It’s not just Spotify that’s developing creepy voice recognition technology. A growing number of companies aren’t just listening to what you say (e.g. “Hey Spotify, play my favourite song!”); they’re also making inferences about your identity — your age, gender, emotional state, or even your mental well-being — in order to profile you and target you with products and services.
The voice recognition tech industry is booming, and governments are taking interest in its products. The threat this technology poses to our rights needs to be addressed now — before our voices become yet another piece of biometric data to be used against us. In this post, we’ll look at what voice recognition technology is, how it threatens our rights, why regulators must take action to keep us safe, and how things can be done better.
What is voice recognition tech?
It’s a form of biometric recognition technology, which means that it uses our biometric data — data that are unique to our bodies and behaviours, such as your facial features, fingerprints, the way you walk, and yes, your voice — to identify us, track us, and even make inferences about sensitive, intimate aspects of our lives.
Facial recognition technology in particular has been getting a lot of attention lately. There’s growing, global momentum behind banning the use of this technology and other biometric surveillance technologies in public spaces. Access Now joined over 200 global civil society organisations from over 55 countries in calling for just such a ban. We have also called out Spotify’s creepy voice recognition technology patent, urging the company to make a public commitment never to use, license, sell, or monetise the technology.
But there’s more ground to cover here.
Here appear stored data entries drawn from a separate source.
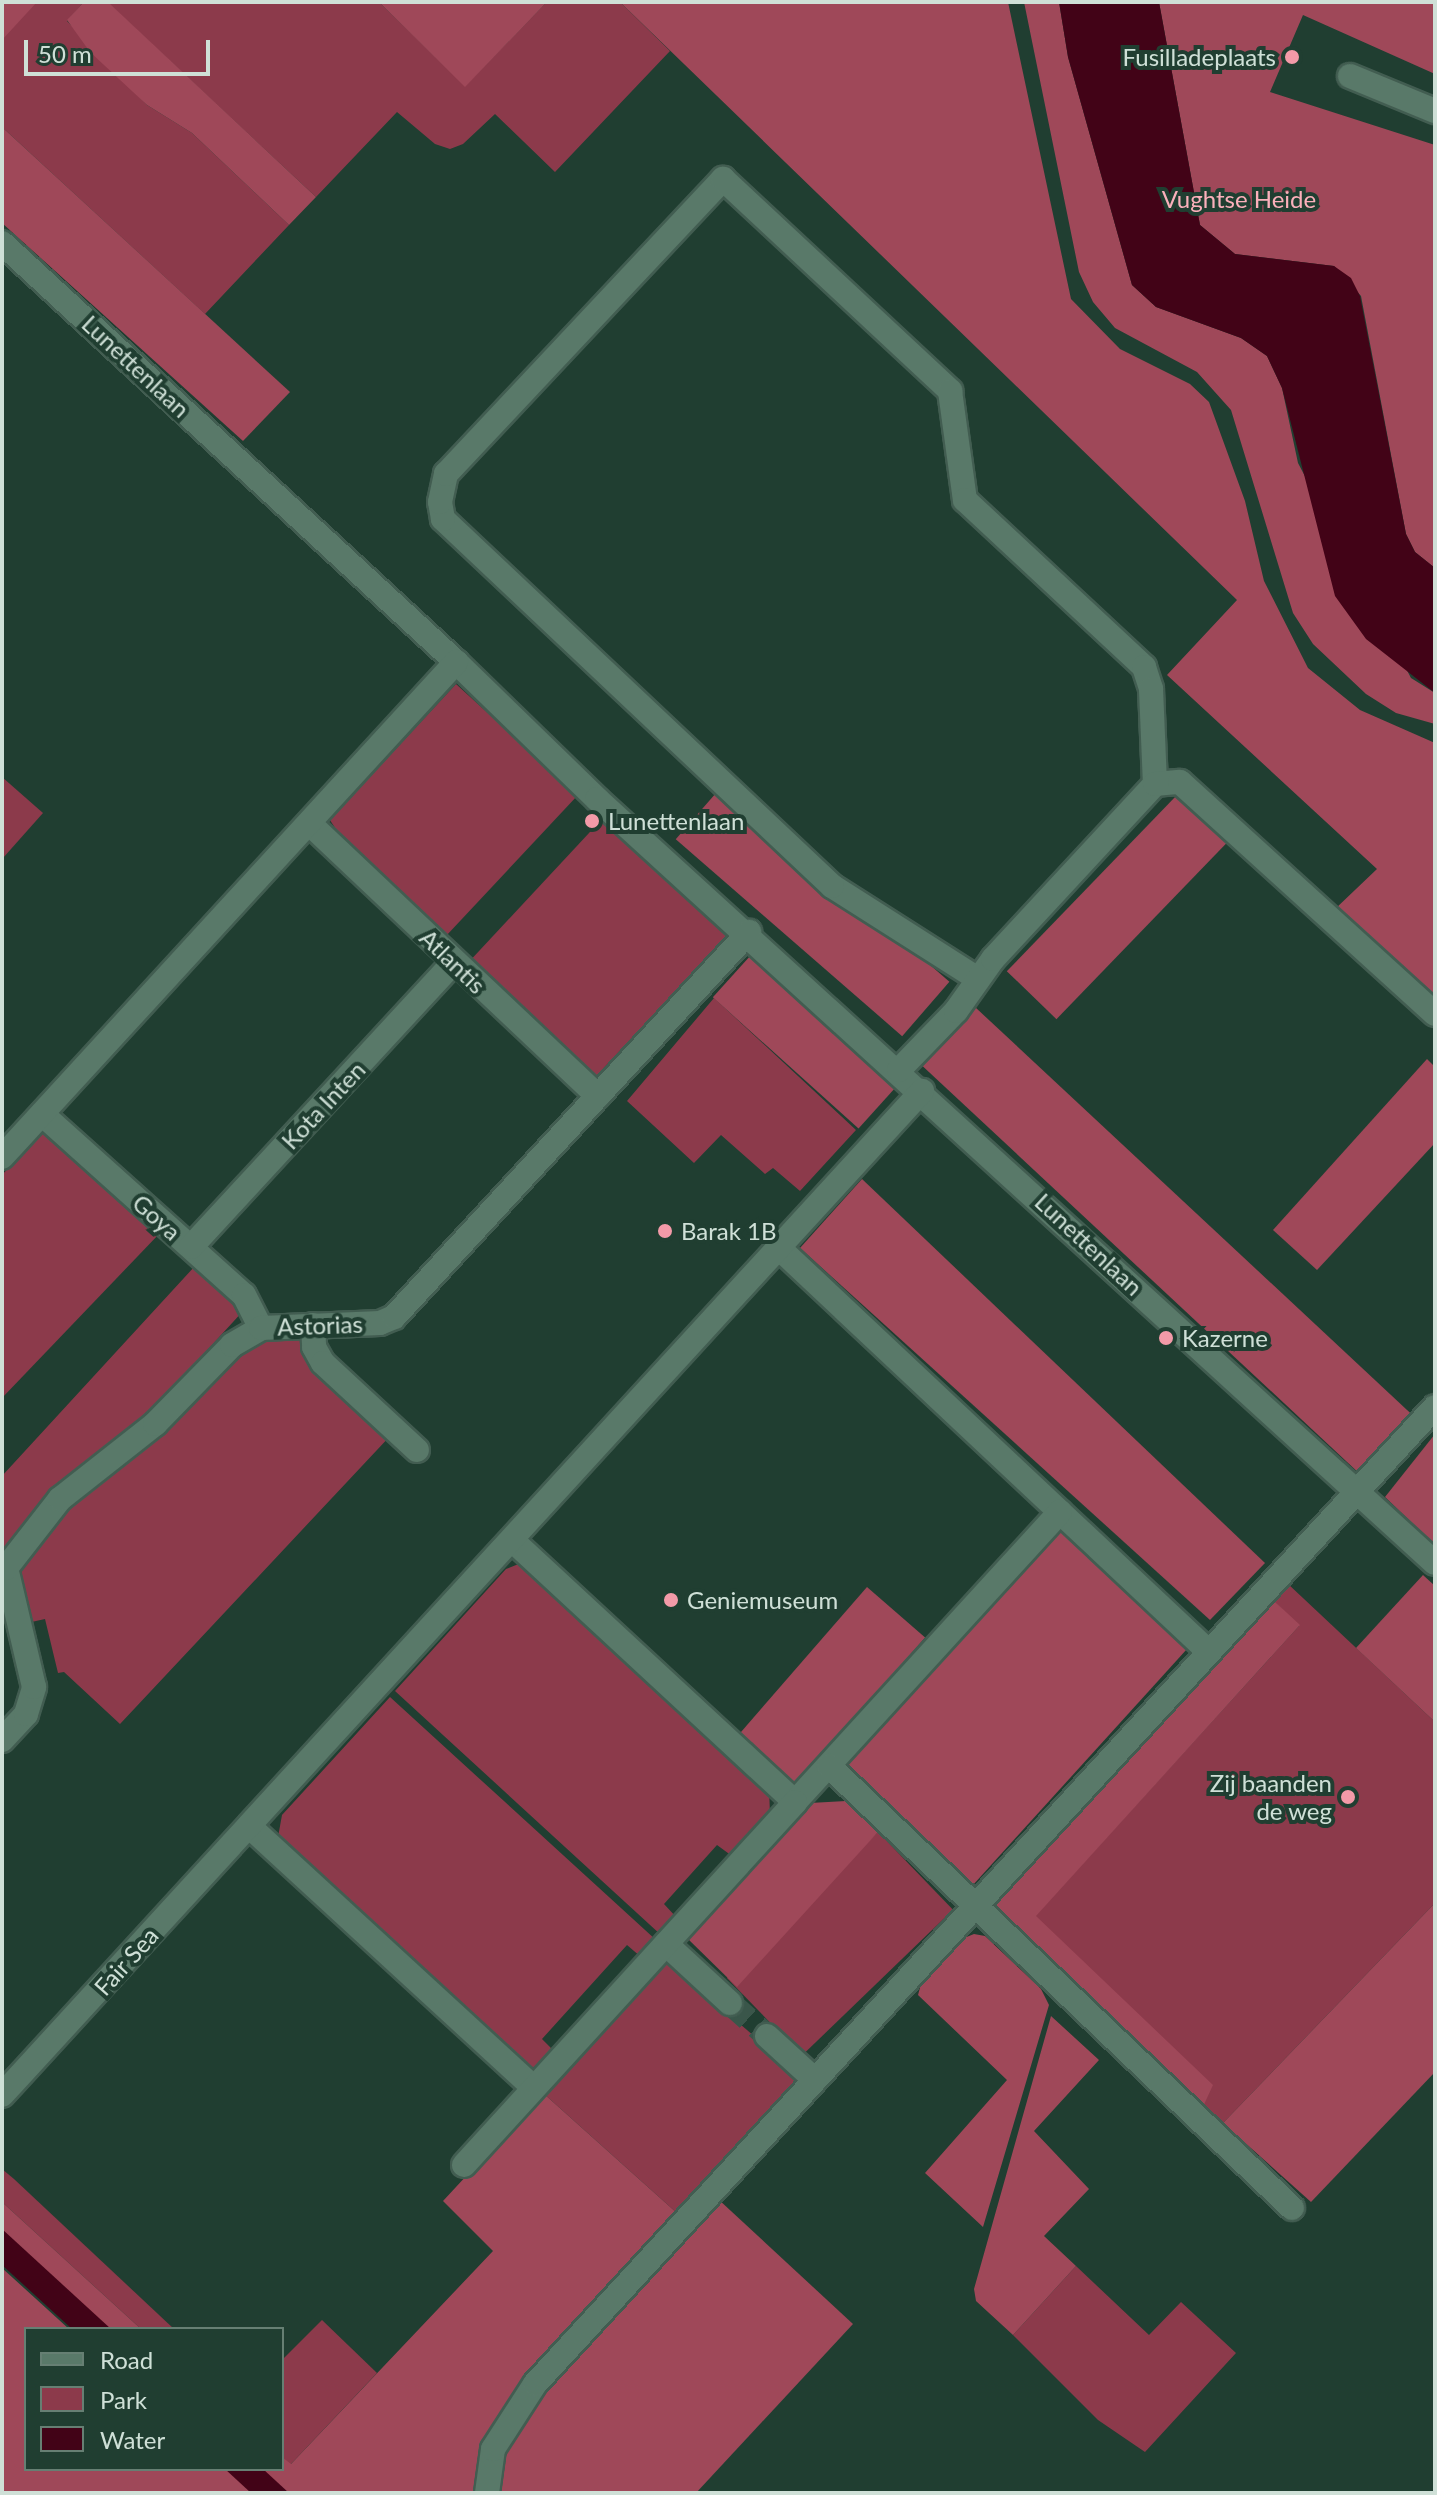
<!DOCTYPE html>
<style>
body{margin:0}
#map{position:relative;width:1437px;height:2495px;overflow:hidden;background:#203e31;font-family:Lato,sans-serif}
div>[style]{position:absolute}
.green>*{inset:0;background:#8c3a4b;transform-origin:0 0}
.forest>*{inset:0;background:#9f4859;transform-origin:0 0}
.water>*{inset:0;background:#420317}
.minor-tunnel>*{height:24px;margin-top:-12px;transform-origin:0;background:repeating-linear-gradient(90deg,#3a564a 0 24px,transparent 0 36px)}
.roads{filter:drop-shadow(2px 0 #425d51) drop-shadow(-2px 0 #425d51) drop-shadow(0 2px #425d51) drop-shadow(0 -2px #425d51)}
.minor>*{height:24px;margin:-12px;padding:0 12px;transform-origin:12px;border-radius:12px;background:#597969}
.dots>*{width:22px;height:22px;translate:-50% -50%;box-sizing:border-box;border:4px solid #203e31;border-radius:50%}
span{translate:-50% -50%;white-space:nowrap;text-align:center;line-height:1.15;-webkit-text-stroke:8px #203e31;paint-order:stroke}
.poi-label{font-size:24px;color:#cfe0d7}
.right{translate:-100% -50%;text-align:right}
.left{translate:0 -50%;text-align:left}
.park-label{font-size:24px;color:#fbb0bb}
.street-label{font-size:24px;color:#cfe0d7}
.frame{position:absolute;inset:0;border:4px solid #cfe0d7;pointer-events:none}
.legend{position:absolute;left:24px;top:2327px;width:260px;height:144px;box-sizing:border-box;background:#203e31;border:2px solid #667f73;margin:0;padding:10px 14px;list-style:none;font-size:24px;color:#cfe0d7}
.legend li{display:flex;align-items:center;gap:16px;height:40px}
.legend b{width:40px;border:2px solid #667f73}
.scale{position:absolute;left:24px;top:40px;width:186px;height:36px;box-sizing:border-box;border:4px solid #cfe0d7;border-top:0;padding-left:10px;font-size:24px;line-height:28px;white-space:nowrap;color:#cfe0d7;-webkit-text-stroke:6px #203e31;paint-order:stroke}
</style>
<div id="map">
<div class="green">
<i style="clip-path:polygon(2px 2px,84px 2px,67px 21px,147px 105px,192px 133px,289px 225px,205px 314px,2px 127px)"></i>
<i style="clip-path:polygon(107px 2px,379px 2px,465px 86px,547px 2px,620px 2px,670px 51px,555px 172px,495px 114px,463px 144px,450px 149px,435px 144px,397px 112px,316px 197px)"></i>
<i style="clip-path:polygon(456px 684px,578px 795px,446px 936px,342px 839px,330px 820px)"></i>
<i style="clip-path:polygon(2px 777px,43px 813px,3px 858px,2px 857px)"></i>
<i style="left:603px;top:818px;width:171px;height:193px;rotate:43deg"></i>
<i style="clip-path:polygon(714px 998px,856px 1130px,800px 1191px,773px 1168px,765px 1174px,721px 1135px,694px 1163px,627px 1101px)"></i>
<i style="clip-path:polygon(47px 1133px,160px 1233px,2px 1398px,2px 1175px,38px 1135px)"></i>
<i style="clip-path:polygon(195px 1266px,244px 1310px,146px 1417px,92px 1456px,2px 1551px,2px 1476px)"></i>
<i style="clip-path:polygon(299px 1335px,392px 1434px,120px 1724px,64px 1672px,58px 1673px,45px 1619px,27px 1623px,19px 1576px,22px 1559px,36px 1536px,230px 1359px,265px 1336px)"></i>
<i style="clip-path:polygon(521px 1563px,769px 1787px,770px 1815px,732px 1856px,717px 1845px,664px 1904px,677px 1918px,661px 1935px,395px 1691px,506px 1569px)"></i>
<i style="clip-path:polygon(1287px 1583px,1435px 1722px,1435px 1903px,1223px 2123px,1201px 2111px,1035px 1916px,1299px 1626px,1272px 1599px)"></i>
<i style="clip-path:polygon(390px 1697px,656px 1940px,641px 1957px,627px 1945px,542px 2039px,555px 2052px,537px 2067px,524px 2067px,278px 1837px,282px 1815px)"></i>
<i style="left:878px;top:1832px;width:108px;height:210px;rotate:46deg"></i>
<i style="clip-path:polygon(669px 1963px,804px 2079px,678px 2214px,543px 2093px,658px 1968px)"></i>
<i style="clip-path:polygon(2px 2169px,14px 2179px,174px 2329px,141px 2329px,2px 2202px)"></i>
<i style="clip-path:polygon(1076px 2266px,1149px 2335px,1181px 2302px,1236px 2353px,1145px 2452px,1098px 2420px,1013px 2335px)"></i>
<i style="clip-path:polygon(322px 2320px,377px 2373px,290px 2465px,282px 2457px,282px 2360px)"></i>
</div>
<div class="forest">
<i style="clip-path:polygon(2px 2px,37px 2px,2px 40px)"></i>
<i style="clip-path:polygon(84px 2px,109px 3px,316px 197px,289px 225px,192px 133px,147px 105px,90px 52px,67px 20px)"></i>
<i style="clip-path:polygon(379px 2px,547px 2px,465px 87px)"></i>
<i style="clip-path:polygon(620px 2px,1008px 2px,1071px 299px,1120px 349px,1190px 384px,1209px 402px,1245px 501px,1264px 581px,1308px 668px,1360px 710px,1435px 743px,1435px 1001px,1334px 910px,1377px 869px,1167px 675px,1237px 600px)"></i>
<i style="clip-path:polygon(1024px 2px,1059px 2px,1068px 57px,1132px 285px,1156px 307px,1241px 338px,1267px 356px,1282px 388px,1298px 463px,1411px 678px,1435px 693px,1435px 724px,1396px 713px,1366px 694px,1313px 644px,1293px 613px,1231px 410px,1197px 372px,1115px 328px,1093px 302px,1079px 272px)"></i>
<i style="clip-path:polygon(1159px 2px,1435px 2px,1435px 74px,1303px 15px,1270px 92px,1435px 145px,1435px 568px,1415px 552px,1406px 534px,1361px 296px,1334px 266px,1235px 254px,1200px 225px)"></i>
<i style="clip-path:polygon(2px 127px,290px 392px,243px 441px,2px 223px)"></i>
<i style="left:723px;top:785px;width:300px;height:72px;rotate:41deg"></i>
<i style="left:1177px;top:795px;width:69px;height:245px;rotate:44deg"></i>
<i style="left:751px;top:955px;width:196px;height:57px;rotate:42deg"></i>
<i style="left:975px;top:1007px;width:601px;height:79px;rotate:43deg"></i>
<i style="clip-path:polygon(1427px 1059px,1435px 1067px,1435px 1143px,1317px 1270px,1273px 1230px)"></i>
<i style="clip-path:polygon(862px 1179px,1265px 1563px,1210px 1620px,800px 1248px)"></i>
<i style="clip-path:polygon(1435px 1434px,1435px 1545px,1385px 1497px)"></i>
<i style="clip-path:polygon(1060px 1524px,1183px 1639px,1187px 1649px,973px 1885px,843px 1763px)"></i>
<i style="clip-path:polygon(1423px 1575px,1435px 1586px,1435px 1722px,1356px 1648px)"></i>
<i style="left:867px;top:1587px;width:77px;height:196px;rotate:41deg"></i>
<i style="clip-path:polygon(1272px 1599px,1300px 1625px,1036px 1916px,1213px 2085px,1201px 2111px,986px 1912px)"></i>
<i style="clip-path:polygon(846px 1801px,878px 1832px,737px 1987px,687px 1938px,810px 1803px)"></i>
<i style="clip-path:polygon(1435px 1903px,1435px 2072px,1311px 2202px,1223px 2123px)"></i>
<i style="clip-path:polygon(974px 1934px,985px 1936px,1041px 1989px,1049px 2005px,983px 2227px,925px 2173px,1007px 2080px,918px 1995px,921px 1984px,964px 1938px)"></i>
<i style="clip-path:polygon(1051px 2016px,1099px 2060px,1034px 2131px,1089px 2189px,1044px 2236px,1076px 2266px,1013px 2335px,976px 2301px,974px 2289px)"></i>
<i style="clip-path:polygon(543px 2093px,678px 2214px,548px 2359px,477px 2493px,274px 2493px,247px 2469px,282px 2469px,282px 2457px,291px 2464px,493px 2251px,443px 2201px)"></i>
<i style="clip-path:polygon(718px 2199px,853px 2324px,696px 2493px,496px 2493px,502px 2452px,520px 2416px)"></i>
<i style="clip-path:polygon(2px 2202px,141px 2329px,95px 2329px,2px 2244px)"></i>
<i style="clip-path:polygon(2px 2268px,69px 2329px,26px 2329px,26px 2469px,227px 2469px,255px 2493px,2px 2493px)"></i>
</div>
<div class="water">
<i style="clip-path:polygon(1059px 2px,1159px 2px,1200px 225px,1235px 254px,1334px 266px,1351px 278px,1360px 296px,1406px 534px,1415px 552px,1435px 568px,1435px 693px,1366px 639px,1335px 596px,1282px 388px,1267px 356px,1241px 338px,1156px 307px,1132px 285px,1068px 57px)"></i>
<i style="clip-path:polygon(2px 2229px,111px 2329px,72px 2329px,2px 2265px)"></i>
<i style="clip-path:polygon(225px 2469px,263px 2469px,289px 2493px,251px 2493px)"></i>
</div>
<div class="minor-tunnel">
<i style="left:730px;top:2003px;width:50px;rotate:41.7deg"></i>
</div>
<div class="roads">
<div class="minor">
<i style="left:1350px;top:76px;width:92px;rotate:22.4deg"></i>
<i style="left:2px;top:243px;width:618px;rotate:42.7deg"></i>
<i style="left:456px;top:662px;width:197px;rotate:44.2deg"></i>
<i style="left:597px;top:799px;width:1134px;rotate:42.36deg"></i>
<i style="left:310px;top:824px;width:396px;rotate:43.4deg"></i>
<i style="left:978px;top:979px;width:173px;rotate:-147.5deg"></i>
<i style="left:832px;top:886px;width:535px;rotate:-136.67deg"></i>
<i style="left:443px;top:519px;width:17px;rotate:-100deg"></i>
<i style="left:440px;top:502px;width:29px;rotate:-78deg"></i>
<i style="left:446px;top:474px;width:405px;rotate:-46.8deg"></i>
<i style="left:723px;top:179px;width:311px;rotate:43deg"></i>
<i style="left:950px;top:391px;width:110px;rotate:82.2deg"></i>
<i style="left:965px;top:500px;width:245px;rotate:43deg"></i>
<i style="left:1144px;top:667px;width:23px;rotate:72deg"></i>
<i style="left:1151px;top:689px;width:95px;rotate:87.6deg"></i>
<i style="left:899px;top:1070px;width:82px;rotate:-46deg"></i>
<i style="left:956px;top:1011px;width:64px;rotate:-54.6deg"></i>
<i style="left:993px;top:959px;width:238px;rotate:-47.2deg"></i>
<i style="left:1155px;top:784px;width:25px;rotate:-5deg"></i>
<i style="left:1180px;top:782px;width:345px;rotate:42.3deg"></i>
<i style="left:42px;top:1114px;width:271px;rotate:41.9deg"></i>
<i style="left:244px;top:1295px;width:37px;rotate:63deg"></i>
<i style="left:2px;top:1157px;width:672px;rotate:-47.47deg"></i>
<i style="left:191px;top:1247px;width:388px;rotate:-47.3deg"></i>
<i style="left:779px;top:1248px;width:590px;rotate:43.21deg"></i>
<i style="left:313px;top:1325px;width:22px;rotate:87deg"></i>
<i style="left:314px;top:1347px;width:18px;rotate:61deg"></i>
<i style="left:323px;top:1363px;width:128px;rotate:42.8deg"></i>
<i style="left:512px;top:1540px;width:386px;rotate:42.8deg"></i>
<i style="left:795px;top:1802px;width:393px;rotate:-47.6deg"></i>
<i style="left:2px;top:1740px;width:35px;rotate:-47deg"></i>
<i style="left:26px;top:1714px;width:28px;rotate:-73deg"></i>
<i style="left:34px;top:1687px;width:122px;rotate:-103.2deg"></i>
<i style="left:6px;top:1568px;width:88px;rotate:-52deg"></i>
<i style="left:60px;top:1499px;width:121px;rotate:-38.3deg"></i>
<i style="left:155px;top:1424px;width:110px;rotate:-45.7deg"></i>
<i style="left:232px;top:1345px;width:34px;rotate:-30deg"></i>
<i style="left:261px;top:1328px;width:119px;rotate:-2.4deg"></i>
<i style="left:380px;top:1323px;width:15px;rotate:-23deg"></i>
<i style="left:394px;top:1317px;width:524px;rotate:-47.32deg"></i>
<i style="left:829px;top:1766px;width:640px;rotate:43.67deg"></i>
<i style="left:249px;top:1826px;width:386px;rotate:42.6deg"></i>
<i style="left:666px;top:1944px;width:87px;rotate:42.7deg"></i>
<i style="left:767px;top:2036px;width:65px;rotate:42.5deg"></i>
<i style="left:2px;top:2095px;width:1362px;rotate:-47.5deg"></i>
<i style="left:464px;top:2165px;width:491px;rotate:-47.6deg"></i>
<i style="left:487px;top:2493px;width:44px;rotate:-82.2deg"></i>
<i style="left:493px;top:2449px;width:77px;rotate:-57.1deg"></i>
<i style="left:535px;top:2384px;width:1328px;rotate:-47.35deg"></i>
</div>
</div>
<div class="dots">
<i style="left:1292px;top:57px;background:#f39aa8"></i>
<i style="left:592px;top:821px;background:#f39aa8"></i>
<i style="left:665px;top:1231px;background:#f39aa8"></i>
<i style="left:1166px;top:1338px;background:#f39aa8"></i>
<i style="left:671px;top:1600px;background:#f39aa8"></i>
<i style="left:1348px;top:1797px;background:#f39aa8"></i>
</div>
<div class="poi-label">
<span class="right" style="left:1276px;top:57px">Fusilladeplaats</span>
<span class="left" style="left:608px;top:821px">Lunettenlaan</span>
<span class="left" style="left:681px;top:1231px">Barak 1B</span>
<span class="left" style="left:1182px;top:1338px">Kazerne</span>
<span class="left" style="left:687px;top:1600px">Geniemuseum</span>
<span class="right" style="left:1332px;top:1797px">Zij baanden<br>de weg</span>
</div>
<div class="park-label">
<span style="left:1239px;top:199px">Vughtse Heide</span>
</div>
<div class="street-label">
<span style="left:136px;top:366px;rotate:43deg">Lunettenlaan</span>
<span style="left:453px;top:961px;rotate:44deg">Atlantis</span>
<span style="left:323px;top:1105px;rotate:-47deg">Kota Inten</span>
<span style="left:157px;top:1217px;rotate:42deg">Goya</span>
<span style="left:1089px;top:1244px;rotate:43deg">Lunettenlaan</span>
<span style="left:320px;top:1325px;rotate:-2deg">Astorias</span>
<span style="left:126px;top:1961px;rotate:-48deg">Fair Sea</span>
</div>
<div class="frame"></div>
<ul class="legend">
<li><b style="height:10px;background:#597969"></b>Road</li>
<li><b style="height:22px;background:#8c3a4b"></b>Park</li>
<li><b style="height:22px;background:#420317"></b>Water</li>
</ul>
<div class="scale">50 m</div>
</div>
As regulators in Europe and around the world wake up to the harm of biometric surveillance technology, they need to pay attention to voice recognition and its unique threats.
► What was that you said? How voice recognition works
The term voice recognition covers a number of distinct applications where “artificial intelligence” (i.e. machine learning) systems use data about our voices to analyse our speech and respond to the words we say (speech recognition), to identify us (speaker authentication/identification), or to make complex and often contentious inferences about us, such as guessing at our personalities, or even our mental health status, from the way we speak (voice categorisation). Let’s look at some specific examples to see how this works.
From bad to worse
► Voice assistants (speech recognition)
The first thing most people think of when they hear “voice recognition” is a voice assistant for “smart” devices, such as Amazon’s Alexa, Apple’s Siri, or Google Assistant. These devices analyse your voice to figure out what you’re saying (i.e. the content of your speech) in order to act on your voice command. For example if you say, “Hey Alexa/Siri/Google, what time is it?”, the listening system would recognise the “wake word” (i.e. Alexa, Siri, etc), fully activate to carry out the command or answer your question, then take the appropriate action.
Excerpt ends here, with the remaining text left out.